In its 2 November 2011 edition, "Frontpage Africa" carried a letter to the editor captioned "Maybe You Did Not Hear Us The First Time Dr. Toe . . . WE DARE YOU TO SHUT US DOWN!!!" This is an indication of the preparedness of the paper to challenge the court order, further alleging that there are "some hidden hands behind the latest efforts of the court to implement a corrupt verdict . . . ".

The paper had refused to pay thousands of dollars in insurance as a requirement to file an appeal on the grounds that one jury member was bribed US$50 and there was pre-verdict interaction between Dr.
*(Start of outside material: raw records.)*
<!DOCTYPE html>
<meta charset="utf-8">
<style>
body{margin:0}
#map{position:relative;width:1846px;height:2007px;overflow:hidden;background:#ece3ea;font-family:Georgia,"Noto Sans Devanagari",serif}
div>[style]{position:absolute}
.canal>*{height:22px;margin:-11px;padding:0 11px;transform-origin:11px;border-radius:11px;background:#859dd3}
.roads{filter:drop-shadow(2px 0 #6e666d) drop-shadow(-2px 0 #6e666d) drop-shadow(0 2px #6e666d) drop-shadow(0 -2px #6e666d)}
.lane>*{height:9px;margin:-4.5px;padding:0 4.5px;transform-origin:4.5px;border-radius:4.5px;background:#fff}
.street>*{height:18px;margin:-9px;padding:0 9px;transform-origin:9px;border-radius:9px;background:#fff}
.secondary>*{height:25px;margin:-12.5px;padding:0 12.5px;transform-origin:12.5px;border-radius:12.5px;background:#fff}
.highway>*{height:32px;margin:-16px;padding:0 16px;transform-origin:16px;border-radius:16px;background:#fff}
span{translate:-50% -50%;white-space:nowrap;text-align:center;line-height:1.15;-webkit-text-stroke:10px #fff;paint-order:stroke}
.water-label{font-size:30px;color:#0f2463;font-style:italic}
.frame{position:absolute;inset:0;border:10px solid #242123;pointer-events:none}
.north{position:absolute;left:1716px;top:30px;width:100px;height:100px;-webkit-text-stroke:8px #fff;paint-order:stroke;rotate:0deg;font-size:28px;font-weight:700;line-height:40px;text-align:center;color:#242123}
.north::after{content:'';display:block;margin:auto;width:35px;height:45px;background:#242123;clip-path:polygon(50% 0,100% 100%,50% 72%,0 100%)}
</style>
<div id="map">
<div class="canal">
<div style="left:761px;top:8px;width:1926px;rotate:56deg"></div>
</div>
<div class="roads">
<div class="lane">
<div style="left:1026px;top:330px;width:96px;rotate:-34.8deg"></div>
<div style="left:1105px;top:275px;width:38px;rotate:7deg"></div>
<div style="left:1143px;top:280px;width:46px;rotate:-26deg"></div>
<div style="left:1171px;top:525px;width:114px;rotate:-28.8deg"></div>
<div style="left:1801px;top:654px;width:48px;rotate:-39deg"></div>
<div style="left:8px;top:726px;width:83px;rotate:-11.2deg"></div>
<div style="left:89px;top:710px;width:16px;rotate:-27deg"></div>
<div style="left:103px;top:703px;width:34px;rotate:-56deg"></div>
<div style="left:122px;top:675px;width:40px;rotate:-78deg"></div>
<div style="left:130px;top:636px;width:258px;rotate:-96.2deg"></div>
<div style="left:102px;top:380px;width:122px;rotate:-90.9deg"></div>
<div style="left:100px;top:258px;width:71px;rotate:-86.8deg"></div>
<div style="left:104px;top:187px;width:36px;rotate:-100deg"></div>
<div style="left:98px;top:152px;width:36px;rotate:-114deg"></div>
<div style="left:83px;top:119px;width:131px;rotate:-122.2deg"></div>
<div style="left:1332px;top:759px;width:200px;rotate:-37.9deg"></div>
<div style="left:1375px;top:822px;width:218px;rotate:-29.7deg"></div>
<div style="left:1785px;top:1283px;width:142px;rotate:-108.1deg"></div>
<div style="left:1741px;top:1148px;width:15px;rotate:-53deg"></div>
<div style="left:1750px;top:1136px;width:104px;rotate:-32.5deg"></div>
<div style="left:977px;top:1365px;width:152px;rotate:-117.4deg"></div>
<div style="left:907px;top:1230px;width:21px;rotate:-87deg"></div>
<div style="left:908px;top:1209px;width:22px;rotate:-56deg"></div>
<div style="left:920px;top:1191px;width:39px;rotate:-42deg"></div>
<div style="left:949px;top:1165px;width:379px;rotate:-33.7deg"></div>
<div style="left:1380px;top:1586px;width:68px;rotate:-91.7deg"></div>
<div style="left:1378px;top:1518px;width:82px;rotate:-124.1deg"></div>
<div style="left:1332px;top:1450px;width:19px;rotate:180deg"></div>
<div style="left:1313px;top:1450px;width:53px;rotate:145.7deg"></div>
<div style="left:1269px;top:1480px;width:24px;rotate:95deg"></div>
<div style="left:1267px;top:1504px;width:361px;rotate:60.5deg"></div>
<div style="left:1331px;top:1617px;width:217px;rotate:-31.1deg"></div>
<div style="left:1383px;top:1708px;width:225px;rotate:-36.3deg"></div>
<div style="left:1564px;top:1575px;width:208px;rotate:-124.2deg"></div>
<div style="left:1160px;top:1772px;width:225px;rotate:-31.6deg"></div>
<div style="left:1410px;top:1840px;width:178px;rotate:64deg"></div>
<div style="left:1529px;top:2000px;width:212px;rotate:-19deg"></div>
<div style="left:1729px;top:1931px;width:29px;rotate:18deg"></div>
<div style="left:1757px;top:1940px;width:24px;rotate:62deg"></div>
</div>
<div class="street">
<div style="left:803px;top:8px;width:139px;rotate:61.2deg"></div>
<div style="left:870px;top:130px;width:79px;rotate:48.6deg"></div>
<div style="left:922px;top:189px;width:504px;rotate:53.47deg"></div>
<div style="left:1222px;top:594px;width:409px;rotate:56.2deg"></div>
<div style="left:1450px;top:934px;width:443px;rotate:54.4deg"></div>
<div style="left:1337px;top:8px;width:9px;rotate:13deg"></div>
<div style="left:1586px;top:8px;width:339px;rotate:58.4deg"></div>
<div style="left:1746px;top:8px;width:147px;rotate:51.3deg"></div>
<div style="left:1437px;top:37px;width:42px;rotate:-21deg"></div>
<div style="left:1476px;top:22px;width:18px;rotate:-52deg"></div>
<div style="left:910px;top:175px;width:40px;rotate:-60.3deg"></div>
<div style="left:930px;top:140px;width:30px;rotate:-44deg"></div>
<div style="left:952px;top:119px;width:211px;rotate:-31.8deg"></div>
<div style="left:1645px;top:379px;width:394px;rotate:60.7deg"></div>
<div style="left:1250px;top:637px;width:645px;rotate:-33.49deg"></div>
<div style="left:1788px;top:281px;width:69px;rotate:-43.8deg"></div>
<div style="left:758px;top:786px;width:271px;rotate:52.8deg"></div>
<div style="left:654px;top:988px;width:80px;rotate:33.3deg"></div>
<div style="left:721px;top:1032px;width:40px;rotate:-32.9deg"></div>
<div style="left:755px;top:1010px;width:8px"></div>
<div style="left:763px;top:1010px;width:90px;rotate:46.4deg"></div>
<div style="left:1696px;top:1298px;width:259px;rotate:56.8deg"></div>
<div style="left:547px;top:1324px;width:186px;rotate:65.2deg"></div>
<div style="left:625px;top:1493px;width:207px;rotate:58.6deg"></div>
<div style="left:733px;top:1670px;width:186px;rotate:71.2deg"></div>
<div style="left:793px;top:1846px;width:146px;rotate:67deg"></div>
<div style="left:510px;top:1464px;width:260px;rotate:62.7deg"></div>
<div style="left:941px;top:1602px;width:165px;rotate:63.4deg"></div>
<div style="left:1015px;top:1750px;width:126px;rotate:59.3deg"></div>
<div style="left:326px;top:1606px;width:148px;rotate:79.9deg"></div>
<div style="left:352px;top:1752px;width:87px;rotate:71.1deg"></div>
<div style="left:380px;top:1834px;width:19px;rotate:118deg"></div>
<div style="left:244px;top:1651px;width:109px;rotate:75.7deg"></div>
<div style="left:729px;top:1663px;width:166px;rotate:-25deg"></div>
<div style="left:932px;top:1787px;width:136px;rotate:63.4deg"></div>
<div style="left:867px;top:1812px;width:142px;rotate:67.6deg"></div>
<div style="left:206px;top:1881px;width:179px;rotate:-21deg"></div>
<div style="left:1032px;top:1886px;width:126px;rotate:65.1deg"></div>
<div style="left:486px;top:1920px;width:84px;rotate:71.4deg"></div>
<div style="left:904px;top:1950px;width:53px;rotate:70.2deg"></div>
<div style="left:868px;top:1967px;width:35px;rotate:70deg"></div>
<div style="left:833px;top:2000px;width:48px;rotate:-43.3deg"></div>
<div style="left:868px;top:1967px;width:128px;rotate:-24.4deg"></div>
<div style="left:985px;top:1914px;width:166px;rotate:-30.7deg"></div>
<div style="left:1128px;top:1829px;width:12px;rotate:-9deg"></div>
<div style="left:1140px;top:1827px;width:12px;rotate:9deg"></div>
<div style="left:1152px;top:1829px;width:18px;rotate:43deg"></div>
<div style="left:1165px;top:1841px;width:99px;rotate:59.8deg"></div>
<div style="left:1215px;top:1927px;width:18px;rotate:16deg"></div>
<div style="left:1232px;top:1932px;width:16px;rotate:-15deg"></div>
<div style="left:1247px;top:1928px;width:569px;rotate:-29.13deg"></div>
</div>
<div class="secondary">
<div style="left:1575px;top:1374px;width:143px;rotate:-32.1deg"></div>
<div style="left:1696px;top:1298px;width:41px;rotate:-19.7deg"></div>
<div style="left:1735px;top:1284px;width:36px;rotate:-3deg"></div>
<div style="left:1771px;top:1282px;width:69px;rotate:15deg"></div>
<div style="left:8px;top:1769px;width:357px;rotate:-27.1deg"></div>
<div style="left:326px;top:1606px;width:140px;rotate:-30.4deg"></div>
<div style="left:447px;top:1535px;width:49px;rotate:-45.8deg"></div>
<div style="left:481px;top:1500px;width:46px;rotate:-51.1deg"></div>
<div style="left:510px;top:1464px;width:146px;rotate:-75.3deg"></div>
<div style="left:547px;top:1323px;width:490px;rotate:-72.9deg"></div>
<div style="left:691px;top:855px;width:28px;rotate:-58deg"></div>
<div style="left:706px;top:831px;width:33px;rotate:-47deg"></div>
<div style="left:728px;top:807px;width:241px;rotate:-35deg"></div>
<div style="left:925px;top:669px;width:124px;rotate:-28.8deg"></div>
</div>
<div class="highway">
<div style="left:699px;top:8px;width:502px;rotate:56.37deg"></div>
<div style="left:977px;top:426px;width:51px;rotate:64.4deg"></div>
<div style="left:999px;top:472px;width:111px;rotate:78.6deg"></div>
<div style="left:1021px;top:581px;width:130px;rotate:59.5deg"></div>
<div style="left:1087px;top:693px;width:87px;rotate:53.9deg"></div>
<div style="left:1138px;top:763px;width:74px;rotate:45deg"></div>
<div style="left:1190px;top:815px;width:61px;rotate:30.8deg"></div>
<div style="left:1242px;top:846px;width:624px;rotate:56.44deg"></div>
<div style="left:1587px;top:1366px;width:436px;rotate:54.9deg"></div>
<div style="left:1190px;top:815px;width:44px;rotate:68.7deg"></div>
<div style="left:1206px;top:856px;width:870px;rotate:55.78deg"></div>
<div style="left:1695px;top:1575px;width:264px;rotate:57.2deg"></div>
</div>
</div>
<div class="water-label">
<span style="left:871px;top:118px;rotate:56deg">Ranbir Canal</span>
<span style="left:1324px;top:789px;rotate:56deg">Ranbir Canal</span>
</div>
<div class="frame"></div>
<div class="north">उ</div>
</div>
Toe and his lawyers - allegedly seen leaving the office of Judge Kabba on the day of the verdict.

According to "Frontpage Africa", in February its application for retrial was rejected by Judge Yussif Kaba, of the Sixth Judicial Circuit Civil Law Court in Monrovia.

Judge Kabba is quoted as saying that the nine-man jury which handed down the verdict on the newspaper was unanimous and based on sufficient evidence. The judge insisted that as such the Civil Court lacks jurisdiction to modify the sentence.
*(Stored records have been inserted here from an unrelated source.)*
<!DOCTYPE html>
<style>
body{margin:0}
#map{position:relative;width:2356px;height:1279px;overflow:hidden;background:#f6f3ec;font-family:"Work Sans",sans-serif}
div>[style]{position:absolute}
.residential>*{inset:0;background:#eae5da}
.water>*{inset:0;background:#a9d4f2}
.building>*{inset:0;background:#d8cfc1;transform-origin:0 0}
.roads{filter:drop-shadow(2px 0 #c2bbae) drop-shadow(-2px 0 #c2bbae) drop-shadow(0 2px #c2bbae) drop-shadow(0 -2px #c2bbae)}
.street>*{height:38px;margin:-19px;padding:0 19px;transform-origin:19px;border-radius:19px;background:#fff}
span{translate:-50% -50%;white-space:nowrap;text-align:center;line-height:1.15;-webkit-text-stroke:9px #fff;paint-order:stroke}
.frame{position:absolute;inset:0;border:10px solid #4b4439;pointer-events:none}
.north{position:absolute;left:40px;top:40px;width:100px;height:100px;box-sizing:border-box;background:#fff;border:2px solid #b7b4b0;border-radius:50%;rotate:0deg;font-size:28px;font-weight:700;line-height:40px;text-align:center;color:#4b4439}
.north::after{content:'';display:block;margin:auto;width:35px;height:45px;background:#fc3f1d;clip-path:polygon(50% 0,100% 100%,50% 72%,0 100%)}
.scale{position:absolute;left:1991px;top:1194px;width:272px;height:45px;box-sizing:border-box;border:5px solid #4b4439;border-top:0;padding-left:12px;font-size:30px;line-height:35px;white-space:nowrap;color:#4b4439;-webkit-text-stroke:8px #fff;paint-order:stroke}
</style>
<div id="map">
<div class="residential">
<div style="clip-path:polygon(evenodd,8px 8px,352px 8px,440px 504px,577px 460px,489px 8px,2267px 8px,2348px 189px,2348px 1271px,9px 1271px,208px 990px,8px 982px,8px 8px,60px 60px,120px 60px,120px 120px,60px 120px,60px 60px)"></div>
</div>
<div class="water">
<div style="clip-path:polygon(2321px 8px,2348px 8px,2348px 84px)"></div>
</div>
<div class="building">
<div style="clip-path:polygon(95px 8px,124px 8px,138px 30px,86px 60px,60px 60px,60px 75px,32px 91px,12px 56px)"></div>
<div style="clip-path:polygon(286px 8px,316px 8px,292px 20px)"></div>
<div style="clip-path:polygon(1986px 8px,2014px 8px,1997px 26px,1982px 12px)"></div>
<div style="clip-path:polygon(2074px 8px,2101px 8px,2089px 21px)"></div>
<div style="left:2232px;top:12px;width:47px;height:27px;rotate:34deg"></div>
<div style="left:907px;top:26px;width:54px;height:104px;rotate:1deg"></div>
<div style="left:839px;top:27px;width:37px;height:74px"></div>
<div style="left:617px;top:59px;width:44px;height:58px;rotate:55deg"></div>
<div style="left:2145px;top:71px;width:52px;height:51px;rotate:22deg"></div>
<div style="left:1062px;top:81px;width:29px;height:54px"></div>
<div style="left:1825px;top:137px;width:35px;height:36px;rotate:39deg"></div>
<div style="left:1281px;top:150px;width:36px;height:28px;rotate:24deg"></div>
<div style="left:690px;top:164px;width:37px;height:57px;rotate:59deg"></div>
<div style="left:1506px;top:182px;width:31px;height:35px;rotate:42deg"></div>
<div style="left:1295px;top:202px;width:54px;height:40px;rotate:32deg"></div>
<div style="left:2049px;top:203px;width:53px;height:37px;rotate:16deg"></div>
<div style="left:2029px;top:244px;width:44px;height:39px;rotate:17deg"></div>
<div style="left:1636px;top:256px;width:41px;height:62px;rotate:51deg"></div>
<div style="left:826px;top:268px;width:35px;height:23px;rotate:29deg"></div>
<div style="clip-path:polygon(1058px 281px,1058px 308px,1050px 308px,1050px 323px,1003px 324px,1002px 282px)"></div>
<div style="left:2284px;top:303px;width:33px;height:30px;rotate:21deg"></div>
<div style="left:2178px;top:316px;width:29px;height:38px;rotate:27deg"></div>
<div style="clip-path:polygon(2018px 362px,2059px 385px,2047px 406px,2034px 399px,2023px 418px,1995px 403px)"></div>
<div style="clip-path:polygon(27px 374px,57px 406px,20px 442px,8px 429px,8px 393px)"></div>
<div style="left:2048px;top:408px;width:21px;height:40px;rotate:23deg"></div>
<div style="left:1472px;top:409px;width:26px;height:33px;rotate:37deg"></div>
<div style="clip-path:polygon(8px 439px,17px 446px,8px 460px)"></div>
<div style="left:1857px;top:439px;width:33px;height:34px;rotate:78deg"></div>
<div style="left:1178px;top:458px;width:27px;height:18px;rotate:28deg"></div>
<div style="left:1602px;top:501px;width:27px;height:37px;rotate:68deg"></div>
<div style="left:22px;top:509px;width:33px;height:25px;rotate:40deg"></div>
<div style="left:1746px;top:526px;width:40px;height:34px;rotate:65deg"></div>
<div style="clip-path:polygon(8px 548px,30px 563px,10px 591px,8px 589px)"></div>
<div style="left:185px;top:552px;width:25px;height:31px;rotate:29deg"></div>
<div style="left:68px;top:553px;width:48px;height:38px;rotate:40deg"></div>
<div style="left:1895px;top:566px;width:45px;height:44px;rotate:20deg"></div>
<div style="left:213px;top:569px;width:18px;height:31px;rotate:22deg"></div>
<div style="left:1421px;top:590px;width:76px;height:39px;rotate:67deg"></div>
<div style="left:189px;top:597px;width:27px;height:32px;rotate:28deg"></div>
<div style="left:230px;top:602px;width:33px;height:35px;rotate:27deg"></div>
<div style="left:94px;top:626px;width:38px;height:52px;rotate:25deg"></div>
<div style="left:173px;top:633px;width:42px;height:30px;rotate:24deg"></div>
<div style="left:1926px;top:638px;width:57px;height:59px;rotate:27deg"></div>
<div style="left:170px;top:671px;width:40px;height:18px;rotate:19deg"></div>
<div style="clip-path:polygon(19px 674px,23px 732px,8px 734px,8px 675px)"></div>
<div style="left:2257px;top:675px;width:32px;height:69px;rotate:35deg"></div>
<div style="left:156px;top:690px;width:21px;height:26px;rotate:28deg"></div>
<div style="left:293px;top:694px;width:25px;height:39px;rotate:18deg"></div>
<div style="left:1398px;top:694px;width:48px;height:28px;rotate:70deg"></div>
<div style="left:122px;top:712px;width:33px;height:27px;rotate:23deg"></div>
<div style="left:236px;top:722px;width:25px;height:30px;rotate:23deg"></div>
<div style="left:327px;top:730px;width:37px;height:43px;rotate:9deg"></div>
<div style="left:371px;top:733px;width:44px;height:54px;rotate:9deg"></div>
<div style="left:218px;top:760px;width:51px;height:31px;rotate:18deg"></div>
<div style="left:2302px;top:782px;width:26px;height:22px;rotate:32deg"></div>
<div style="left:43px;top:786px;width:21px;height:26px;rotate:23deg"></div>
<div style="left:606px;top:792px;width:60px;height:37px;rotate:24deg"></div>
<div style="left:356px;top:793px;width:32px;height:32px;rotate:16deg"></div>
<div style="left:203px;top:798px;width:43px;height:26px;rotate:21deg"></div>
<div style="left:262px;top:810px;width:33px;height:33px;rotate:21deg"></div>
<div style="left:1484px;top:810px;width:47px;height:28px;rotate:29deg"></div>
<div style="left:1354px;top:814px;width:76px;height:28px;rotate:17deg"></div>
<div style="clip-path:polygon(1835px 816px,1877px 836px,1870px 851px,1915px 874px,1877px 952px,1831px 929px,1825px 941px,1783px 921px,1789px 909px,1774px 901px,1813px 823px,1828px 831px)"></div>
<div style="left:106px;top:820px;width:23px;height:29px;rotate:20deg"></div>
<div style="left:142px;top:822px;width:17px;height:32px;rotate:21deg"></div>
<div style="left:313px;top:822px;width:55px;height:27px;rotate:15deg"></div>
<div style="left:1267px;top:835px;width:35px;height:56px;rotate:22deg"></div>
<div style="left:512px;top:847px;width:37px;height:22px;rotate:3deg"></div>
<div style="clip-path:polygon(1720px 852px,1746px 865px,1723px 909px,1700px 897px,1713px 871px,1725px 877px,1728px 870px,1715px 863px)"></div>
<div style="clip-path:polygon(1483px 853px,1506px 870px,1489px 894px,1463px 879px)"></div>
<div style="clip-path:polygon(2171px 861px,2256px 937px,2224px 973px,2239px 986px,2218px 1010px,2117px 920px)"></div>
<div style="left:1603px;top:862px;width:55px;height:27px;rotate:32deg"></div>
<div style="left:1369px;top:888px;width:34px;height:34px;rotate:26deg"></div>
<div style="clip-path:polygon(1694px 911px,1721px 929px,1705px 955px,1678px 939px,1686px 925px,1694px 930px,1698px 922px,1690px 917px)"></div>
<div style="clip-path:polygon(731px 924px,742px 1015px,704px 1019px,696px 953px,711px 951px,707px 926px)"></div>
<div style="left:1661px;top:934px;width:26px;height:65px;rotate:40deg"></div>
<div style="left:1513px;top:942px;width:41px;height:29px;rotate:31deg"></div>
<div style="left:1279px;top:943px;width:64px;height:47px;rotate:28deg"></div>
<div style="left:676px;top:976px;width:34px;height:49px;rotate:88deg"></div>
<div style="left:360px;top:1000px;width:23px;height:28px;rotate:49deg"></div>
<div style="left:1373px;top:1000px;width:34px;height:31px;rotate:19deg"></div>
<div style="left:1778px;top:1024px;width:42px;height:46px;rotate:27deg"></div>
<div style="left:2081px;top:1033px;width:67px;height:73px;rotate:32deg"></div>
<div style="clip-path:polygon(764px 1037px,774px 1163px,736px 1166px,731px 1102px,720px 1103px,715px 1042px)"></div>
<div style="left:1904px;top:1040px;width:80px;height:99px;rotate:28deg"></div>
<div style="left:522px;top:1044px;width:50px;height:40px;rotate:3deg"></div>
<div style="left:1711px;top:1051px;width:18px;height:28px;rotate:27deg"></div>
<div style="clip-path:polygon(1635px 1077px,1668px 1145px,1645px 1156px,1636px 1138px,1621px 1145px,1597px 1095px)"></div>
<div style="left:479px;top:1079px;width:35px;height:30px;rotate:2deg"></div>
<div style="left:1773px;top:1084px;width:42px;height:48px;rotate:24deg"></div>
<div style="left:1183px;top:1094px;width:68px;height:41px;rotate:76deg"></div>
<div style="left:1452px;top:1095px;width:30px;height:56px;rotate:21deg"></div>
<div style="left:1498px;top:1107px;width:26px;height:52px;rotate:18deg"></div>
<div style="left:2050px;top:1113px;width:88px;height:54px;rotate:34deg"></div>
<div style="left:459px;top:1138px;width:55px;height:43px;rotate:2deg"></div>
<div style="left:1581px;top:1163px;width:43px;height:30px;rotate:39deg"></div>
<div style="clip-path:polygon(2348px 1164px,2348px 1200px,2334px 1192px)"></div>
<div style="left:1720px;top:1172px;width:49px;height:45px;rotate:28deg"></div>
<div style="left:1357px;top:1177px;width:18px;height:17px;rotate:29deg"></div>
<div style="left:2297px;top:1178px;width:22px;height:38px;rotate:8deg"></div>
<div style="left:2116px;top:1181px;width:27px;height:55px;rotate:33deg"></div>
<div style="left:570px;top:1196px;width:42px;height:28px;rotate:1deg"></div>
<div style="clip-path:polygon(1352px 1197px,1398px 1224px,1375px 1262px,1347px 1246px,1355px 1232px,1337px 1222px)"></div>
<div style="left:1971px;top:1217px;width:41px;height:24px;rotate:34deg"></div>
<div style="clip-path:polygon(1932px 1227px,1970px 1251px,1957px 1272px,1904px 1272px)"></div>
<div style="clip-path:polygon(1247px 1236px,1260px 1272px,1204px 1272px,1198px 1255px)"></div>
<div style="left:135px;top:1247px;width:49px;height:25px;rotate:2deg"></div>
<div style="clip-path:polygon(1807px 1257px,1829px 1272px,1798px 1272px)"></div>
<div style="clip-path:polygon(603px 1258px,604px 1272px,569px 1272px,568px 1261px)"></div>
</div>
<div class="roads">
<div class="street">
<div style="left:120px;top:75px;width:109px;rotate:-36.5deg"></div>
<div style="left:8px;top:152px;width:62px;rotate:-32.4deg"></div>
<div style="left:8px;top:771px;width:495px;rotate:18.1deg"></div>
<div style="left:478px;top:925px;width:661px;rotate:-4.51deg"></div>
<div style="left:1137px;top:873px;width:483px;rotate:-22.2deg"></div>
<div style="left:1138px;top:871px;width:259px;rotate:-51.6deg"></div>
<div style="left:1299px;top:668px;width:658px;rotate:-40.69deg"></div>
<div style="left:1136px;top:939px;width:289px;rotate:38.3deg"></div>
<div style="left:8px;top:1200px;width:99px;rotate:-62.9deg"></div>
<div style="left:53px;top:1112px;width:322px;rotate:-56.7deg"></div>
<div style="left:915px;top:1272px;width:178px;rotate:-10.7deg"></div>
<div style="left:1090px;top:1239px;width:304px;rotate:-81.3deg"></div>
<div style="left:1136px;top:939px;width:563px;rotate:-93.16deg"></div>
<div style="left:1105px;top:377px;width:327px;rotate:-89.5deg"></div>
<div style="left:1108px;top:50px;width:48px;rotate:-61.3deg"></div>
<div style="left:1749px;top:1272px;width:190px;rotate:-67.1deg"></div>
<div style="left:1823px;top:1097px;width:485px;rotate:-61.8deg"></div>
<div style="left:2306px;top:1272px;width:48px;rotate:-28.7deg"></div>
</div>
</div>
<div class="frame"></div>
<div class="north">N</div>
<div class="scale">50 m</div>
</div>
After the defendant raised concern in one instance, one jury member was reportedly dismissed for engaging in a lengthy conversation with a lawyer of Dr. Toe, it has been reported.

"Frontpage Africa" continues to stand by its story about Dr. Toe and reaffirms its determination to expose corrupt officials.

The Center for Media Studies and Peace Building (CEMESP), under its media legal defense program, is intervening in the matter. CEMESP Executive Director Malcolm Joseph is quoted as saying its lawyers are reviewing the "Frontpage Africa" case for subsequent free legal consultation and representation.

With support from the UK-based Media Legal Defense Initiative, CEMESP is managing a legal defense program for Liberian journalists and media institutions that run into problems as a result of their work.